**DATASET SECTION:**
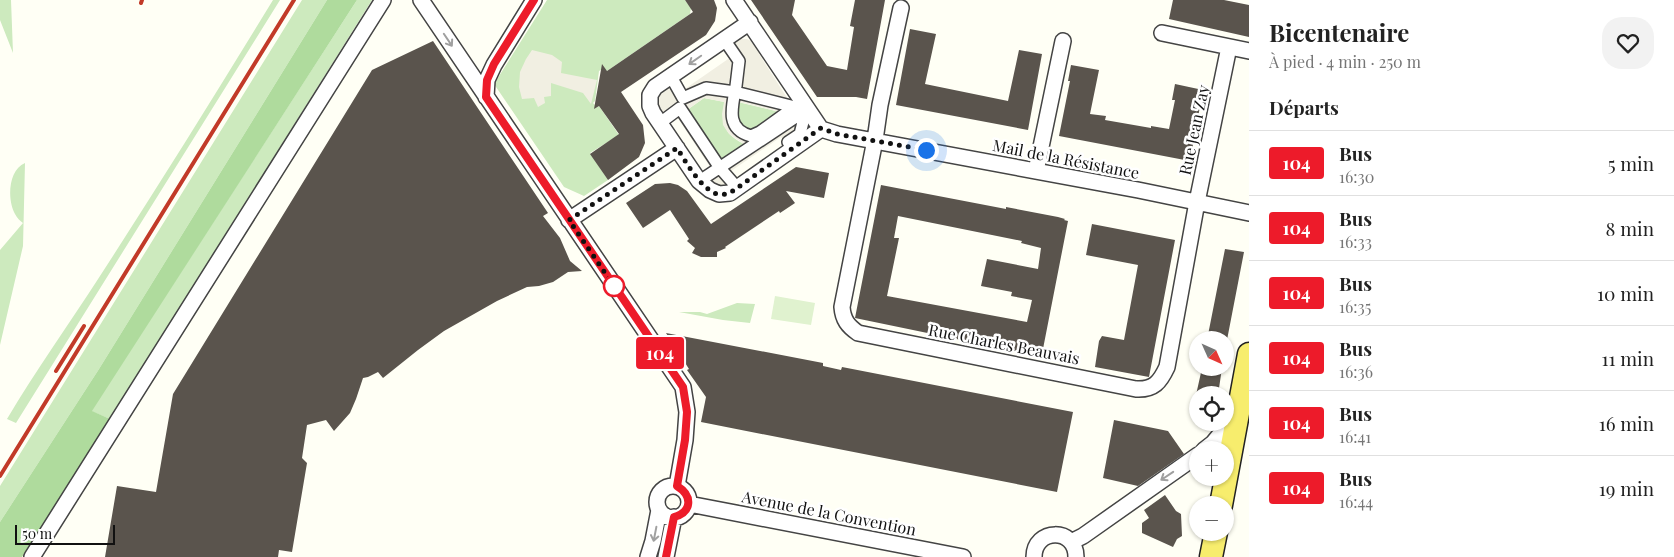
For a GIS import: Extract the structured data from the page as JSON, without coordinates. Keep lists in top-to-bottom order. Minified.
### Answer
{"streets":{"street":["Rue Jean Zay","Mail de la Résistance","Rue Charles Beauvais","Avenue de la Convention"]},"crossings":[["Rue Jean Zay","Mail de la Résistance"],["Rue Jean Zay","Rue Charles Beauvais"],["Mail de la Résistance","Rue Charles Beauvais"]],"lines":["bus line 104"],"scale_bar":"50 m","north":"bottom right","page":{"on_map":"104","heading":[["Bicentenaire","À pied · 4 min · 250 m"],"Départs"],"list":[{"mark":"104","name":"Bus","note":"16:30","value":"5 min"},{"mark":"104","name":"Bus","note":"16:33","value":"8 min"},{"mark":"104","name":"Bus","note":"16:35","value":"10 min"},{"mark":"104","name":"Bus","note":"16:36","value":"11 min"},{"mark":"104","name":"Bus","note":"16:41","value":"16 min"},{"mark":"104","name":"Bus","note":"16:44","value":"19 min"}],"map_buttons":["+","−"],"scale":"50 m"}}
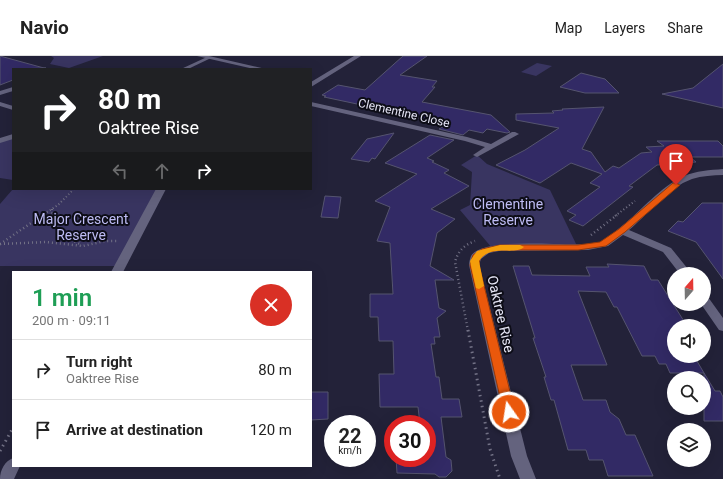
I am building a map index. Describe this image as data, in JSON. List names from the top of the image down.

**DIRECTIONS FOR THIS TASK:**
Keep every word of the material exactly as given. Drop the pictures.

**WRITTEN SOLUTION:**
For a GIS import: Extract the structured data from the page as JSON, without coordinates. Keep lists in top-to-bottom order. Minified.
### Answer
{"streets":{"street":["Rue Jean Zay","Mail de la Résistance","Rue Charles Beauvais","Avenue de la Convention"]},"crossings":[["Rue Jean Zay","Mail de la Résistance"],["Rue Jean Zay","Rue Charles Beauvais"],["Mail de la Résistance","Rue Charles Beauvais"]],"lines":["bus line 104"],"scale_bar":"50 m","north":"bottom right","page":{"on_map":"104","heading":[["Bicentenaire","À pied · 4 min · 250 m"],"Départs"],"list":[{"mark":"104","name":"Bus","note":"16:30","value":"5 min"},{"mark":"104","name":"Bus","note":"16:33","value":"8 min"},{"mark":"104","name":"Bus","note":"16:35","value":"10 min"},{"mark":"104","name":"Bus","note":"16:36","value":"11 min"},{"mark":"104","name":"Bus","note":"16:41","value":"16 min"},{"mark":"104","name":"Bus","note":"16:44","value":"19 min"}],"map_buttons":["+","−"],"scale":"50 m"}}
I am building a map index. Describe this image as data, in JSON. List names from the top of the image down.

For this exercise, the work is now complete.